Cheap-date trick; a different way to parse « Python recipes

... a light meal with a heavy dose of "tutorial mash" on the side.

In the constructive spirit of "more ways to solve a problem"; this is a portion of my lateral, occasionally oblique, solutions. Nothing new in le régime de grande, but hopefully the conceptual essence will amuse.

Initially started as a response to recipe 577135 which parses incremental date fragments and preserves micro-seconds where available. That script does more work than this, for sure, but requires special flow-control and iterates a potentially incumbering shopping list (multi-dimensional with some detail).

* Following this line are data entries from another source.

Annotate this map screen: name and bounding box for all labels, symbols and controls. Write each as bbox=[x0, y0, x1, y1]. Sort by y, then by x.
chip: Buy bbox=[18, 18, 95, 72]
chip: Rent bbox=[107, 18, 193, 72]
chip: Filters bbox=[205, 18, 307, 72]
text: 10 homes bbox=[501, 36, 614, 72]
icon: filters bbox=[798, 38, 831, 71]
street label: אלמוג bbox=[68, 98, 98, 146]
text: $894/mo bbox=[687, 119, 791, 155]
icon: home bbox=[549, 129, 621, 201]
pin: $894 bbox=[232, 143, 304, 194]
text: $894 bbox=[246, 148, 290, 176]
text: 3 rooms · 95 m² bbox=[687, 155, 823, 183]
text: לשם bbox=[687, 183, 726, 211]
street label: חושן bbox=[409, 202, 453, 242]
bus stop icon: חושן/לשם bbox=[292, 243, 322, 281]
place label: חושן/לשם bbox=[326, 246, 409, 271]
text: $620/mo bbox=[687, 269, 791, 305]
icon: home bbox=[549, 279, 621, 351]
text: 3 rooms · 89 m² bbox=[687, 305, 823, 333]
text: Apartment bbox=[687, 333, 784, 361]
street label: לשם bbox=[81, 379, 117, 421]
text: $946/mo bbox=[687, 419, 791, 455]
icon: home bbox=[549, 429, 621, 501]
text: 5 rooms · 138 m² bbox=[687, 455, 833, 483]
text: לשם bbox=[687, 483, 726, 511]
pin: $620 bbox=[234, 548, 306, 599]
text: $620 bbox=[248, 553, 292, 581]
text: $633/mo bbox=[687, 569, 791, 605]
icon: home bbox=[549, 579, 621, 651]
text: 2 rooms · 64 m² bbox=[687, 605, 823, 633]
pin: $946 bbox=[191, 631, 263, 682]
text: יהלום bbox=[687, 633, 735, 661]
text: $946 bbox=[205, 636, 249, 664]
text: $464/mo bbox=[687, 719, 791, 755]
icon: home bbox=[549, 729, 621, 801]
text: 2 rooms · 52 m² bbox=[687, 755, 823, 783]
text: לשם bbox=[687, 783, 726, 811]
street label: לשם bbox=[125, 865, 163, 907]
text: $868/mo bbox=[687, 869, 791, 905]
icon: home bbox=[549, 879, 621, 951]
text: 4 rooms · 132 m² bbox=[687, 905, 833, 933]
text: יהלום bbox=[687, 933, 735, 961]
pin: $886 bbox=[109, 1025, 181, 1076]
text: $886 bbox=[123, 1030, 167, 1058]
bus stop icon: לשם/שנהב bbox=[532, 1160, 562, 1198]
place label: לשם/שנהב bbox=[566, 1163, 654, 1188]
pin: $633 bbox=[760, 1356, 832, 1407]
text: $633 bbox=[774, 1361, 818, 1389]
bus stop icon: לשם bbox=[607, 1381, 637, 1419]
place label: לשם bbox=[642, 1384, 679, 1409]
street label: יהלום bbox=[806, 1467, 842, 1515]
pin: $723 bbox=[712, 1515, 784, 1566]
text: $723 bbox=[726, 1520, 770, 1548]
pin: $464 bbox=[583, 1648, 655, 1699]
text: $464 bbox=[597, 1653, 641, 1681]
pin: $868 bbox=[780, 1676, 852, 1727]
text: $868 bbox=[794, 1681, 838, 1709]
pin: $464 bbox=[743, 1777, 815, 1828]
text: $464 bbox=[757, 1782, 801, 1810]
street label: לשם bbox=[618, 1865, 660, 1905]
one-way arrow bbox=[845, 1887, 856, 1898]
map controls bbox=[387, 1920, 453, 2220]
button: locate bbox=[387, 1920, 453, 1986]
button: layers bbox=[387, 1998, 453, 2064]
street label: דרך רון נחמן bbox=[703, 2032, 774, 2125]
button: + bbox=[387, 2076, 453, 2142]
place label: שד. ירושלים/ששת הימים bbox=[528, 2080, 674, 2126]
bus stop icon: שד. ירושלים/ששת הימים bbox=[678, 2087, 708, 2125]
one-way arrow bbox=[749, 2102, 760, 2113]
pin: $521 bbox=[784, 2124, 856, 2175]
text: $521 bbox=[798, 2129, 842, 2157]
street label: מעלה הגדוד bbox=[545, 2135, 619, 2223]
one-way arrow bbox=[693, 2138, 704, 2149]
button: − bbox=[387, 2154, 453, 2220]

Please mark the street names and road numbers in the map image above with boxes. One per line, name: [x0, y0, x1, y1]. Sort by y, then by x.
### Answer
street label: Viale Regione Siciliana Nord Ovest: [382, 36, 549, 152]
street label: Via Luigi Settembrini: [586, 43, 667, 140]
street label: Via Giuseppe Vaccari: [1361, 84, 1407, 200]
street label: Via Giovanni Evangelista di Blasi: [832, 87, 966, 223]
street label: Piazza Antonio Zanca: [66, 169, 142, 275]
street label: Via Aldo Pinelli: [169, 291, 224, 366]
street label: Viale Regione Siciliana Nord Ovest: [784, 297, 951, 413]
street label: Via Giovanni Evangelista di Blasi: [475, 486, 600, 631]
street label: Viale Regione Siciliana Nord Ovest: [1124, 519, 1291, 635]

So here's a different box for others to play with. Upside-down in a sense, it doesn't hunt for anything but a numerical "pulse"; sequences of digits punctuated by other 'stuff' we don't much care about.

Missing a lot of things, intentionally, this snippet provides several examples demoin' flexibility. Easy to button-up, redecorate and extend later for show, till then the delightful commentary makes it hard enough to see bones already -- all six lines or so!

Note: The core script is repeated for illustrative purposes. The first is step-by-step, the second is lean and condensed for utilitarian purposes. It is the second, shorter, version that I yanked from a file and gussied up.

      #!/usr/bin/env python
"""
2012-03-05, weeee!

This is a really simple script, the docs are WAY longer, that
dices a date-string returning a list of integers or a dict if
key-words are supplied.

... IT SLICES, IT DICES, IT HAS SHARP EDGES!
    ===============================================
    Not production-ready, 'nless you like to play with razors.
    There is no type-checking, no assertion for field-order etc.
    This simply, blindly and unintelligently guts the string.   
    If the order changes, it bites... you get the idea.

Some examples, more plus arg-defs b'low

    TEST_DATE = "2012-03-05 13:05:14.453728"
    
    # return list of int's in original order
    cheap_date(TEST_DATE)
    [2012, 3, 5, 13, 5, 14, 453728]
    
    ISO_KEYS = ['t_year','t_mon','...'t_sec','t_usec']

    # return same list, mapped into a dict
    cheap_date(TEST_DATE, ISO_KEYS)
    {'t_mon': 3, 't_min': 5, 't_sec': 14, 't_hour': 13,
              't_day': 5, 't_year': 2012, 't_usec': 453728}
    
    # Keep the decimal t'gether using non-default regex
    # Note: list is str's, int("12.34") razors a ValueError
    cheap_date(TEST_DATE, [], DIG_N_DEC, str)
    ['2012', '03', '05', '13', '05', '14.453728']
    
    # dict's and format strings, naturally sweeeeet
    FMT_STR % cheap_date(TEST_DATE, ISO_KEYS, DIG_N_DEC, PAT)
    2012-03-05T13:05:14.454
    
    FMT_STR2 % cheap_date(TEST_DATE, ISO_KEYS, val_conv = str)
    13:05-03/05/2012

"""

import re

def cheap_date(dt_str, kw_list = [], reg_xp = r'\D', val_conv = int):
    """ Cheap incremental date parser preserving ISO microseconds

    dt_str:     String representing source date
           pass "2012-03-05 13:05:14.453728"
        returns [2012, 3, 5, 13, 5, 14, 453728]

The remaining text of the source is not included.